** Directions **
Start at the line in the entries below that contains "display:flex; align-items:center; gap:35px;", stop at the line that contains "display:block; font-size:70px; line-height:85px", and output exactly the lines in that span, both ends included.

----- Source information -----

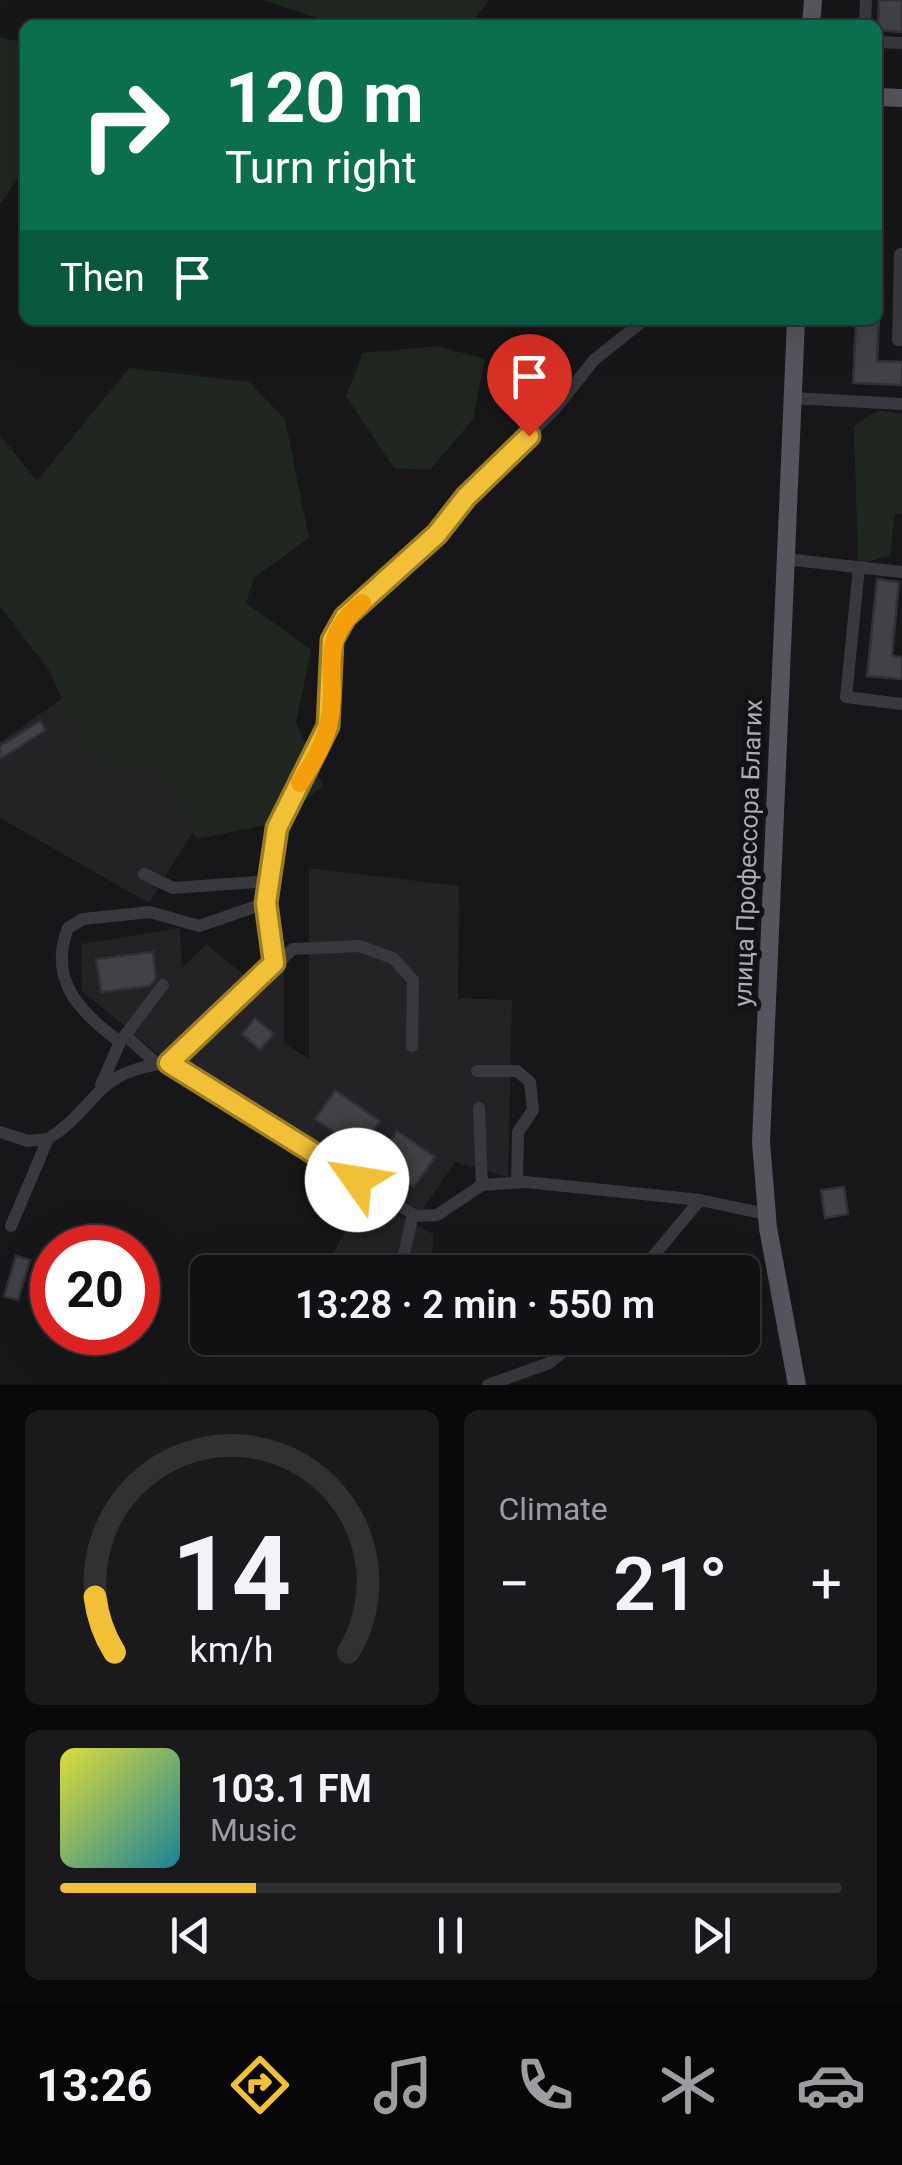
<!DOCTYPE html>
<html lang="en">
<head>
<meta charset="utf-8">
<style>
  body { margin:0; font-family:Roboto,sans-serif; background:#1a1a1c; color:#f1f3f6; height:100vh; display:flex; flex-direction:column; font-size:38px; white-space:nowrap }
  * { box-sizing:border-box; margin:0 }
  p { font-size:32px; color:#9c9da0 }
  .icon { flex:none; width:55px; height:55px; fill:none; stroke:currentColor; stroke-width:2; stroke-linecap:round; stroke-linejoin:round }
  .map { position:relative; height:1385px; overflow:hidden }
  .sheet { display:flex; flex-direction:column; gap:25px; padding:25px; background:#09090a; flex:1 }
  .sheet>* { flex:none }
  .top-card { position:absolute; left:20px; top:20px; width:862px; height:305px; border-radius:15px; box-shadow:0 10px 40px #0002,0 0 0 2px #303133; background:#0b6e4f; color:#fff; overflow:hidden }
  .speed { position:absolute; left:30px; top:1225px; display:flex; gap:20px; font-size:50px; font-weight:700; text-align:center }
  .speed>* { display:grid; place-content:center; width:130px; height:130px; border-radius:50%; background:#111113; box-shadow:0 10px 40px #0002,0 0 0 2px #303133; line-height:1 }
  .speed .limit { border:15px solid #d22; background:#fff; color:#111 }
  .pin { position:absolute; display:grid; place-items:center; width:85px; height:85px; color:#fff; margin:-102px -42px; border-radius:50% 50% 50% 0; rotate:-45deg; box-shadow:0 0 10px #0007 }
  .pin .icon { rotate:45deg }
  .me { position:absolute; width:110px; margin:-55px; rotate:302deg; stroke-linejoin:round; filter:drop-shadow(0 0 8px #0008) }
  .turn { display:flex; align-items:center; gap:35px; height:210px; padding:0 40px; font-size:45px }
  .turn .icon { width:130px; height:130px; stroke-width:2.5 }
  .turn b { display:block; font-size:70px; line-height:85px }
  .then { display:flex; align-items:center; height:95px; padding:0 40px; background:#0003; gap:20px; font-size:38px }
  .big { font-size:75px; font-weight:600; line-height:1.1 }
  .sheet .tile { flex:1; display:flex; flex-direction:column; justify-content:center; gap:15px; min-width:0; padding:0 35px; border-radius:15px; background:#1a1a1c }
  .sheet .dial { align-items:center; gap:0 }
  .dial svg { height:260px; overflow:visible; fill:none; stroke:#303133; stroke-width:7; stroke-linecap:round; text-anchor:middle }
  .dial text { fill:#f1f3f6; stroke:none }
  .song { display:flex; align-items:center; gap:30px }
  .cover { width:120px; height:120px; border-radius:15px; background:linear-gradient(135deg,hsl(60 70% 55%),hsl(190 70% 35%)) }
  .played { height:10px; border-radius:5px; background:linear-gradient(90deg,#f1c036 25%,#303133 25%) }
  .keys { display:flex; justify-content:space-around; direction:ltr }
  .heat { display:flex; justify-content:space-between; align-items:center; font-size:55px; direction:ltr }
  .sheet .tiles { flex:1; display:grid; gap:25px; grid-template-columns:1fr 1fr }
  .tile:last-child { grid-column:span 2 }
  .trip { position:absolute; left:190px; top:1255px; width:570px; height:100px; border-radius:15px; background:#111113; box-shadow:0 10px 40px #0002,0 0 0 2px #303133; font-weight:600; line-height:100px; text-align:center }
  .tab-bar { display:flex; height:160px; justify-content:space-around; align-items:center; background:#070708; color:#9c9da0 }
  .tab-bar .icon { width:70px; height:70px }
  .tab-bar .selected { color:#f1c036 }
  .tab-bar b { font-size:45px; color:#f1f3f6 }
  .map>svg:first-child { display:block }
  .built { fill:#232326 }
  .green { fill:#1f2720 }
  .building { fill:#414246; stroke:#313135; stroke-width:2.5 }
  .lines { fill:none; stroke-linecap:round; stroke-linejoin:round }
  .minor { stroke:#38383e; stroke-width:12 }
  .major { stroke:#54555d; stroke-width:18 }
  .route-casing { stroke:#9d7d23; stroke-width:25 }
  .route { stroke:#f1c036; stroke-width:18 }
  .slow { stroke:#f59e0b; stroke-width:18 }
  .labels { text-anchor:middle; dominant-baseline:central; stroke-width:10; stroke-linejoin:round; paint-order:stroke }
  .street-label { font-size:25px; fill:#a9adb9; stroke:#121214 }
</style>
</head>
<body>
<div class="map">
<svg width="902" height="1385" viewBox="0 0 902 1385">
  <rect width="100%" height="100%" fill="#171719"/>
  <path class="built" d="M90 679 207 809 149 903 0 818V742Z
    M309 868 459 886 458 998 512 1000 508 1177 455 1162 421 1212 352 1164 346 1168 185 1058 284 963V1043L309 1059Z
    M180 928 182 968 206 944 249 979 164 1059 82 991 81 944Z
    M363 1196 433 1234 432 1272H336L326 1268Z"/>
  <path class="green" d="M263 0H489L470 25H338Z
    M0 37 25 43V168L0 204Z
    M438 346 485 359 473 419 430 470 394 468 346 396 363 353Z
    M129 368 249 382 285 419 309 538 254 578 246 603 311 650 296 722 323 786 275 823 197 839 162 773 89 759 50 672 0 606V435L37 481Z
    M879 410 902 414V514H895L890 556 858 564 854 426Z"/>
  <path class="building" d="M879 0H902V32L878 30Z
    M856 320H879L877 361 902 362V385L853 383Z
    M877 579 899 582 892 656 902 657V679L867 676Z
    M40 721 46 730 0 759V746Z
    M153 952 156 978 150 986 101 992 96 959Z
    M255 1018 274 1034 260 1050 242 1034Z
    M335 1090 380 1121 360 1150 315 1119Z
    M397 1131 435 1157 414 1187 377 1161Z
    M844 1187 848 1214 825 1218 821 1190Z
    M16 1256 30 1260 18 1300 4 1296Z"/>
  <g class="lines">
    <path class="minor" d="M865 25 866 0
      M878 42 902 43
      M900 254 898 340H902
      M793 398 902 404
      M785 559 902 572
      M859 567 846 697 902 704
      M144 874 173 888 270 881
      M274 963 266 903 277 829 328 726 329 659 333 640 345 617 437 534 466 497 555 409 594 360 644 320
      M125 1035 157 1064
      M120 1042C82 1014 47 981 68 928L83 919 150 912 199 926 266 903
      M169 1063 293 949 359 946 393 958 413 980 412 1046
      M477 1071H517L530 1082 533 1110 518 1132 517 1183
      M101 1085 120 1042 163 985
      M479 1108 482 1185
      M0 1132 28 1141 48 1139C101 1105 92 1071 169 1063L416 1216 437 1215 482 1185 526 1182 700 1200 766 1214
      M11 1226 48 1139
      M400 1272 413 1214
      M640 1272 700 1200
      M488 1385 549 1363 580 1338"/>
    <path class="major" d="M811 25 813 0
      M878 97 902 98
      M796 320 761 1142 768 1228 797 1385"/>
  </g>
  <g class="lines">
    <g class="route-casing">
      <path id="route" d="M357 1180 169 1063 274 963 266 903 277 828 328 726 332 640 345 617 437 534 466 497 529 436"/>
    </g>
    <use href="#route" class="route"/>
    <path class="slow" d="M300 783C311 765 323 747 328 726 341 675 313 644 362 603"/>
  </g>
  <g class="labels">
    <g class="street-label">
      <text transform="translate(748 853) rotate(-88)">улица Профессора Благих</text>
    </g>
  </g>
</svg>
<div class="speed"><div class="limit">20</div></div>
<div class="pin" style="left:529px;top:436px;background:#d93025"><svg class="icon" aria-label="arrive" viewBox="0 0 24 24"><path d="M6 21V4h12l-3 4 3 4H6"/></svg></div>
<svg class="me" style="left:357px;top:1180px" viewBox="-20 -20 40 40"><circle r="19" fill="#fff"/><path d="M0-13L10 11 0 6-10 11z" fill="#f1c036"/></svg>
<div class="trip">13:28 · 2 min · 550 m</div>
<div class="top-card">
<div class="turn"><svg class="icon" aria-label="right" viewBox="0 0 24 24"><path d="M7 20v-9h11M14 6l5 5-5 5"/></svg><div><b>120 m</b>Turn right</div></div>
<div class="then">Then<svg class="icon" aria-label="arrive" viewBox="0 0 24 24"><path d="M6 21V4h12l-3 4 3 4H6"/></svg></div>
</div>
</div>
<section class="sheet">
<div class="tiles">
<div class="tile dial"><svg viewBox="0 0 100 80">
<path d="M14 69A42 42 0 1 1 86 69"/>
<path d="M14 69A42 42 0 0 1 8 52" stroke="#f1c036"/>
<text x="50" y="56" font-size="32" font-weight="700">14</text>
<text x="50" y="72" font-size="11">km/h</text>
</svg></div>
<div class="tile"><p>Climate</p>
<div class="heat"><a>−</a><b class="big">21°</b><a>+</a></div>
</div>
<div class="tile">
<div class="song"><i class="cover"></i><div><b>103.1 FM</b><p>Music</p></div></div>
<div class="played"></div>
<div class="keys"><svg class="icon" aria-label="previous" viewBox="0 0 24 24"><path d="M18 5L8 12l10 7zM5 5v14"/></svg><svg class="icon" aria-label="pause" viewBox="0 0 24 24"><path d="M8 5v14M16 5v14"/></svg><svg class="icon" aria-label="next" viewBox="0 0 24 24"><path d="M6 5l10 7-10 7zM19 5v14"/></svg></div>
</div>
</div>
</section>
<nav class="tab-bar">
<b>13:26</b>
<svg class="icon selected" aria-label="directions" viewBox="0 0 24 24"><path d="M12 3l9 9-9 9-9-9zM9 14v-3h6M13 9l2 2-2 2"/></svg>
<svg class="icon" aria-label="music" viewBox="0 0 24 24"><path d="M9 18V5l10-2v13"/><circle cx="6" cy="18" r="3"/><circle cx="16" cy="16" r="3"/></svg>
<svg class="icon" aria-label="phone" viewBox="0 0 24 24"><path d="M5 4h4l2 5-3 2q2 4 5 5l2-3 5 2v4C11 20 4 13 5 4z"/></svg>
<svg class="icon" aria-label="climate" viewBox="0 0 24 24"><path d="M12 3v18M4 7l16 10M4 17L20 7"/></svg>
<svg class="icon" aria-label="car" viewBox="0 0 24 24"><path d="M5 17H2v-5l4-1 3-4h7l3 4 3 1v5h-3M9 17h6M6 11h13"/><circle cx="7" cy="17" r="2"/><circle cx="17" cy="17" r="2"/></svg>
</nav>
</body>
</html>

-----

** Output **
  .turn { display:flex; align-items:center; gap:35px; height:210px; padding:0 40px; font-size:45px }
  .turn .icon { width:130px; height:130px; stroke-width:2.5 }
  .turn b { display:block; font-size:70px; line-height:85px }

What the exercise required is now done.